REASONS: Duff-Gordon claimed that there was no corresponding request to her promise –
she did not request anything from Wood, thus there was no consideration. Wood did not bind
himself to anything, and therefore there was no contract. However, Cardozo, writing for the
majority, said that it goes without saying that anyone who contracts to do this type of thing
will do his or her best. Wood's promise to render accounts and to give DuffGordon 50% of
the profits inherently implied that he would use reasonable effort to implement the
agreement.
CASE 3:
Eastwood v Kenyon (1840), 11 Ad. & E. 438, 113 E.R. 482 (Q.B.)

RATIO: Past consideration is no consideration. Past consideration is no consideration


because it provides no link between the alleged consideration and the promise made.

FACTS: John Sutcliffe died and left Eastwood as the guardian to his infant daughter, Sarah.
Eastwood borrowed money to pay for Sarah's education and Sarah promised to pay him back
when she came of age and paid one year's interest to him. Sarah then married Kenyon who
also promised to pay Eastwood back. Kenyon failed to do so and Eastwood sued. Kenyon
said that he will pay the money after he got a child from Sarah.

ISSUE: Is a promise sufficient to form a contract?

DECISION: No contract was found to have existed. Consideration made in the past is no
consideration at all.

REASONS: The court found that on the facts there was nothing more than a benefit
voluntarily conferred by Eastwood and an express promise made by Kenyon to repay the
money. Kenyon promised to pay the promissory note, but Eastwood gives nothing back but a
thank you. How can doing something in the past affect a current promise? Taking care of
Sarah was not done at Kenyon’s request, it simply couldn’t be. There is no link. Note
however that if Eastwood sued Sarah, that would be enforceable because she reaffirmed the
contract after she became an adult, as an exception to the common law rule of infant
contracts.
CASE 4 :
Lampleigh v Brathwait (1615), Hobart 105, 80 E.R. 255 (K.B.)

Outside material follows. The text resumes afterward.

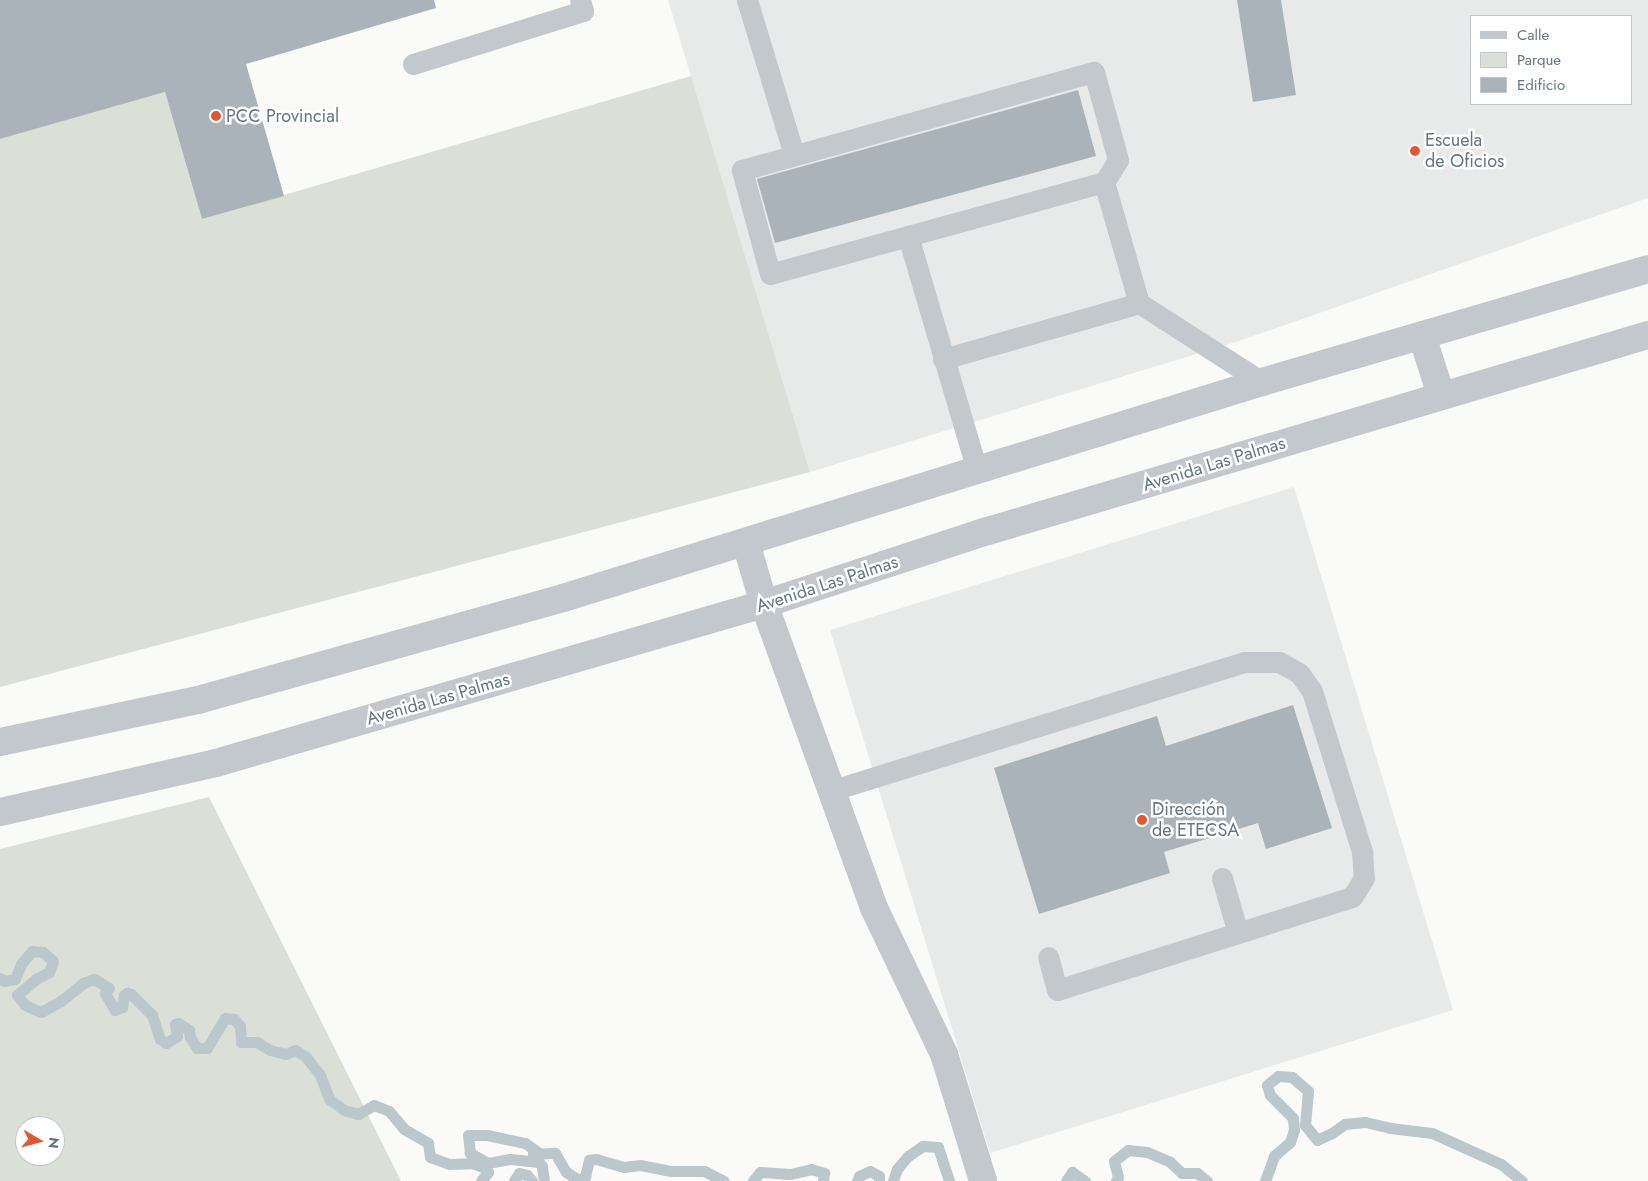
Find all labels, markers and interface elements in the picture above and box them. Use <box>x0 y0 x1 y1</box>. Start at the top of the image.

RATIO: A promise made after performance can be enforced, only if it was understood by the
parties that there will have some kind of reward prior the performance (contract quantum
meruit – a reasonable amount). To be enforceable, (1) the act performed must have be at the
request of the promisor, (2) it must be understood that payment would be made, and (3) if
payment, promised in advance, would have been enforceable (i.e. the contract can not be
illegal).

FACTS: Brathwait killed a man and then requested Lampleigh seek a pardon for this crime
from the King. Lampleigh rode around the country to obtain this pardon, after which
Brathwait promised to pay Lampleigh £100.

ISSUE: Can a promise to pay after a request has been fulfilled be binding?

DECISION: Binding contract found, judgment for the plaintiff.


REASONS: It was only after Lampleigh returned that Brathwait promised to pay. Is this
past consideration? Even though the official promise to pay came second, that does not
matter because there is an implied promise of reasonable pay. The court held that while a
mere voluntary promise is not sufficient consideration, there was a prior request and then the
promise to pay. This is then not a nudum pactum, but rather coupled with the prior request
and therefore a binding contract.
CASE 5:
Thomas v Thomas (1842), 2 Q.B. 851, 114 E.R. 330
FACTS: Executors of deceased's estate allowed his widow to live in one of his houses as
long as she remained a widow, in consideration of the testator's wishes (not explicitly in the
will or in contractual form). Subject to the widow paying $1 annually as ground rent and
keeping the house in tenantable repair. An action for ejectment was then brought by one of
the executors.
ISSUE: Was there consideration?
DECISION: Consideration - and therefore a contract was made. Mere motive need not be
stated and we are not obliged to look for the legal consideration in any particular part of the
instrument, we may look to any part.
REASONS: The issue is that the widow was gifted the ability to live in the house, with the
ability of revocation. For non revocation of a gift, there must be an intention to donate, an
acceptance of the gift, and a sufficient act of delivery. The Plaintiff is saying that the payment
of money is just the burden of a revocable gift, and not consideration. In this case, the court
says we do not know what the lease says, so it is not a gift with a burden.